Saturday, February 28, 2009

Splitting hairs

Feral cats have been tripping the alarm sensors in the parking lot at my workplace at night, and our facilities manager is trying to find a good home for them so she can get a good night's sleep.

My officemates may suspect that the feral cats have moved on from the parking lot and now are prowling the suite that we share.

Three weeks of radiation therapy under my belt, and I am now experiencing the Full Monty of its side effects. I'm shedding hair from my scalp even faster than Arnold Schwarzenegger and Bobby Jindal are losing allies in the GOP.

Anyone stepping into my office and looking at the floor around my chair might think that they entered a Supercuts by mistake.

I was warned about hair loss before I gave my cancer docs the green light to hunt down my malignant cells with ionizing rays. And right there on Page 12 of "Your Guide to Radiation Therapy," it says "If your head is being treated you may suffer from a temporary loss of some or all of your hair (called alopecia)."

Only my head is being treated with radiation, so seeing more of my forehead when I look in the mirror is not a surprise to me.

The radiation therapy guide offers reassuring words –"your hair will usually start growing back after you have finished your treatments"– even as it raises the specter of doom. The book tells me that on rare occasions, the hair loss can be permanent.

The way I see it, that's alarmist rhetoric straight from Karl Rove's playbook.

No one should ever suffer permanent hair loss. I can preclude that outcome just by scooping up the individual strands after they fall and preserving them in a large plastic tub.

My hair loss will be permanent only if I forget what I did with the tub. And eventually I'll have enough of a hair crop to weave a nice sweater.

As for the bald patches left on my scalp, somewhere in my closet I have a Chia Pet kit with unused chia seeds. I know that tactic has the whiff of desperation, but it's worth a shot.
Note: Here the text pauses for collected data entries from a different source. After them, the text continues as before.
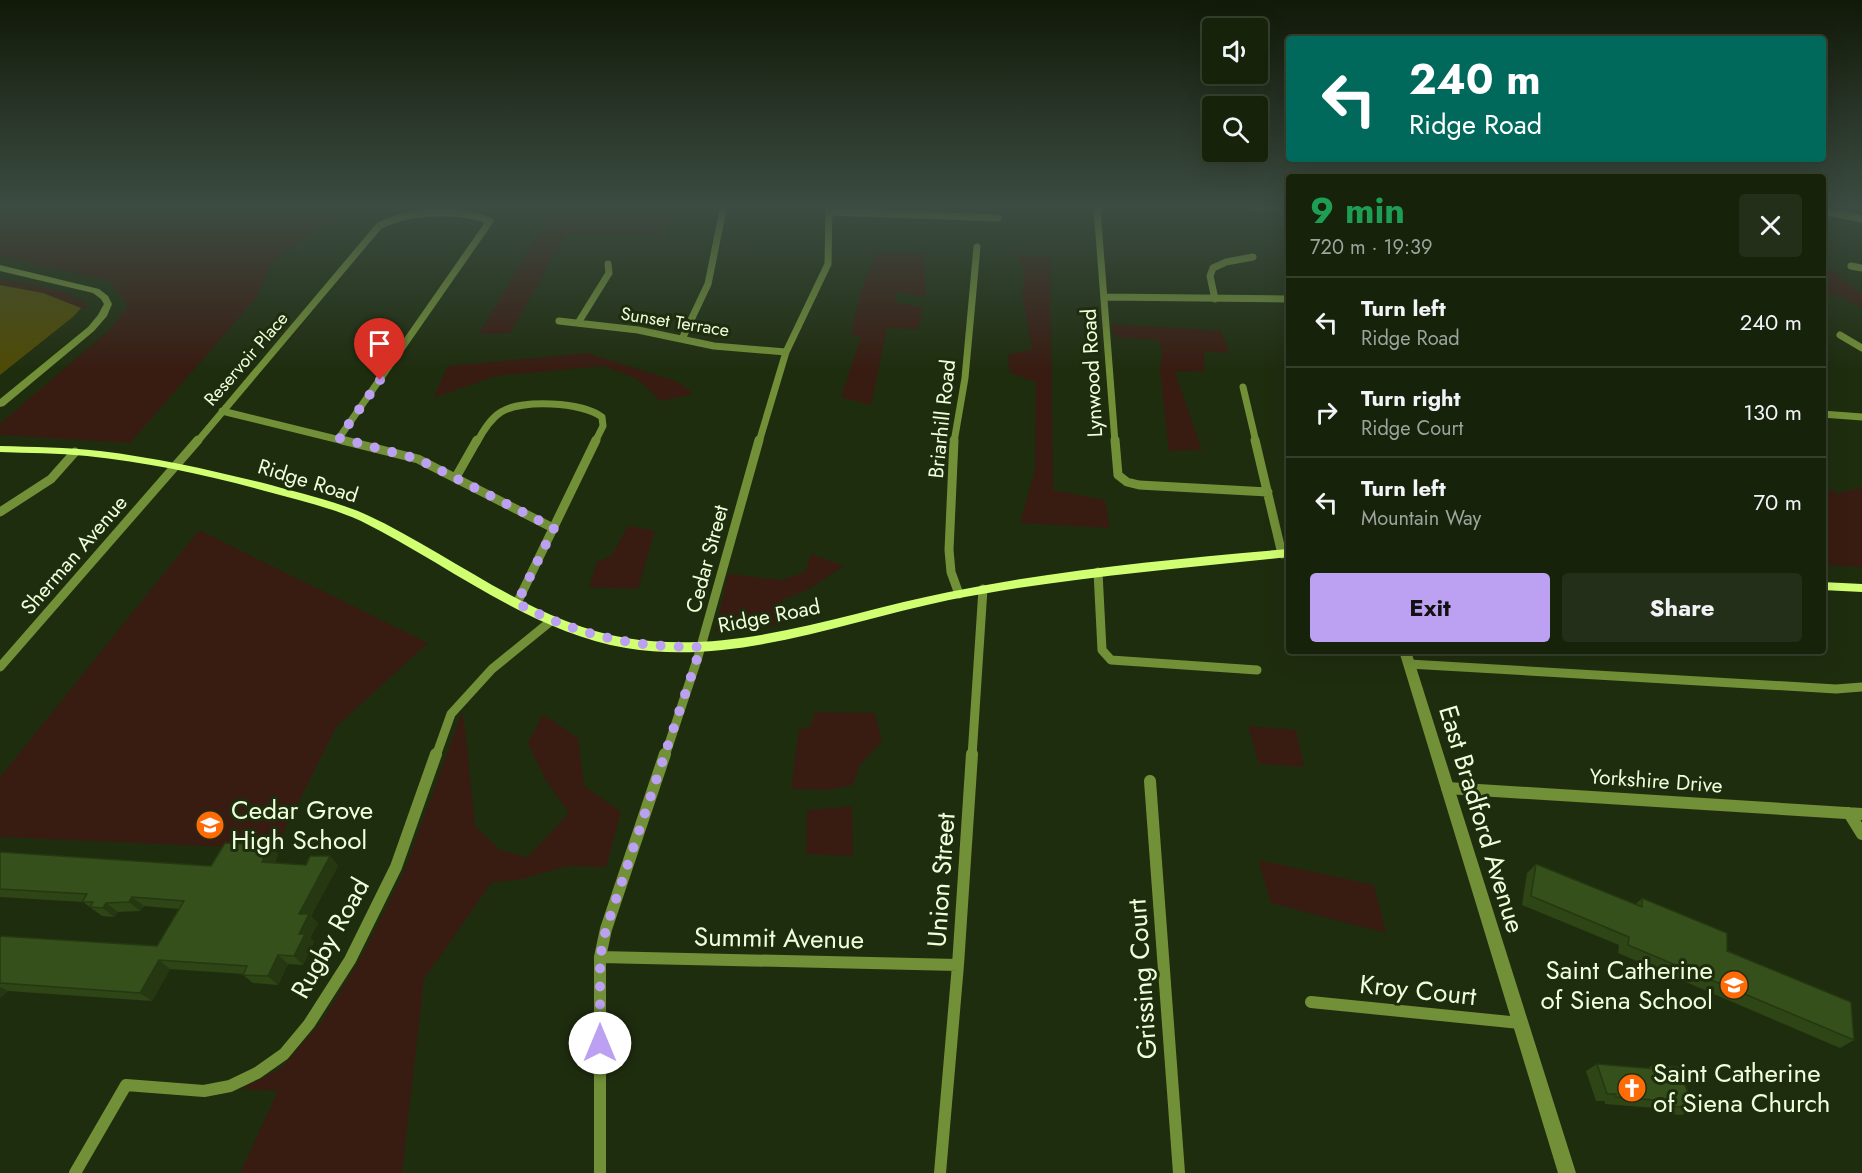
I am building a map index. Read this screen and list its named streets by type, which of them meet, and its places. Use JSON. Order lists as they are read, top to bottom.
{
  "streets": {
    "main road": ["Ridge Road"],
    "street": [
      "Sunset Terrace",
      "Reservoir Place",
      "Lynwood Road",
      "Briarhill Road",
      "Sherman Avenue",
      "Cedar Street",
      "Yorkshire Drive",
      "East Bradford Avenue",
      "Union Street",
      "Rugby Road",
      "Summit Avenue",
      "Grissing Court",
      "Kroy Court"
    ]
  },
  "crossings": [
    ["Sunset Terrace", "Cedar Street"],
    ["Reservoir Place", "Ridge Road"],
    ["Reservoir Place", "Sherman Avenue"],
    ["Briarhill Road", "Ridge Road"],
    ["Ridge Road", "Sherman Avenue"],
    ["Ridge Road", "Cedar Street"],
    ["Ridge Road", "Union Street"],
    ["Ridge Road", "Rugby Road"],
    ["Cedar Street", "Summit Avenue"],
    ["Yorkshire Drive", "East Bradford Avenue"],
    ["East Bradford Avenue", "Kroy Court"],
    ["Union Street", "Summit Avenue"]
  ],
  "places": {
    "school or university": ["Cedar Grove High School", "Saint Catherine of Siena School"],
    "church": ["Saint Catherine of Siena Church"]
  },
  "page": {
    "turn": ["240 m", "Ridge Road"],
    "heading": ["9 min", "720 m · 19:39"],
    "list": [
      {
        "name": "Turn left",
        "note": "Ridge Road",
        "value": "240 m"
      },
      {
        "name": "Turn right",
        "note": "Ridge Court",
        "value": "130 m"
      },
      {
        "name": "Turn left",
        "note": "Mountain Way",
        "value": "70 m"
      }
    ],
    "buttons": ["Exit", "Share"]
  }
}
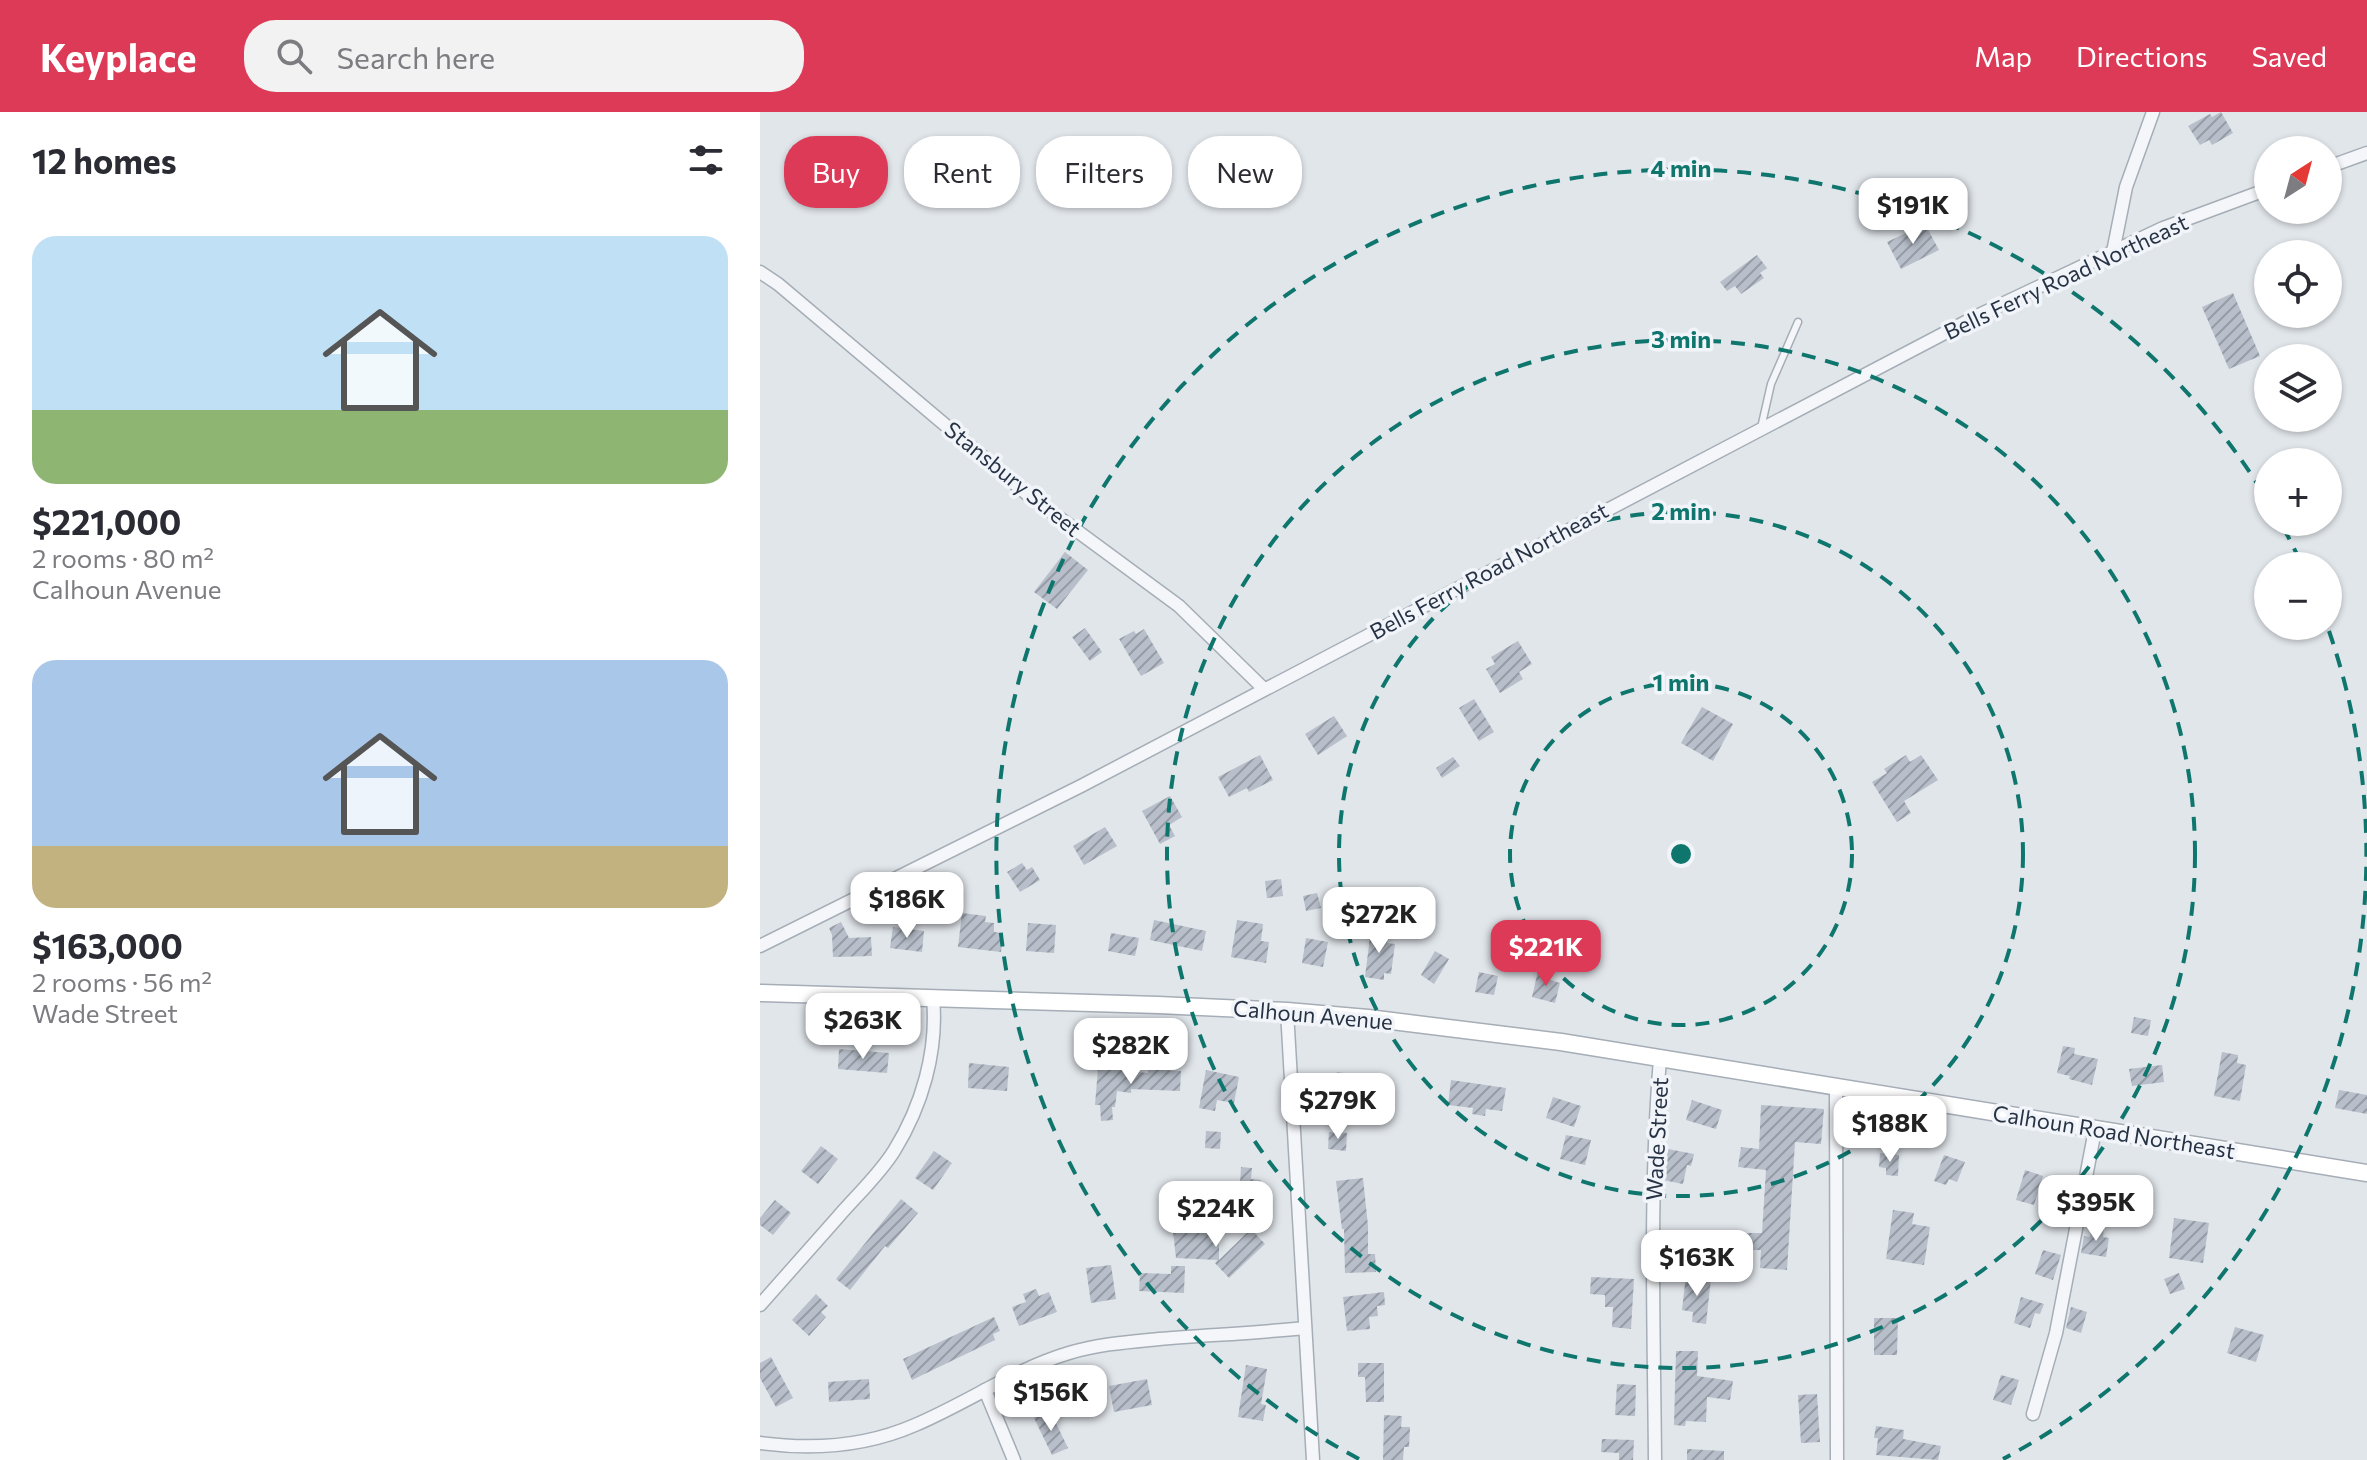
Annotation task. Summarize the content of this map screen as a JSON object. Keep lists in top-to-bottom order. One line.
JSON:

And even if chia seeds fail to stimulate hair growth, I still can spare myself from Uncle Festerhood in my autumn years.

My radiation therapy guide says that if I lose hair "a hat, turban, scarf or wig may help you feel better." It goes on to state that "these items are usually considered tax-deductible medical expenses."

I'm more of a fez guy, so maybe I should visit Little Turkey and stock up on some in bright spring colors.

Even if a fez doesn't make me feel better, seeing a fez deduction on my 2009 tax return might give Timothy Geither a good laugh.

1 comment:

  1. I believe that is not just any Chia Pet, but a SerChia Pet. I guess it will finally earn its name.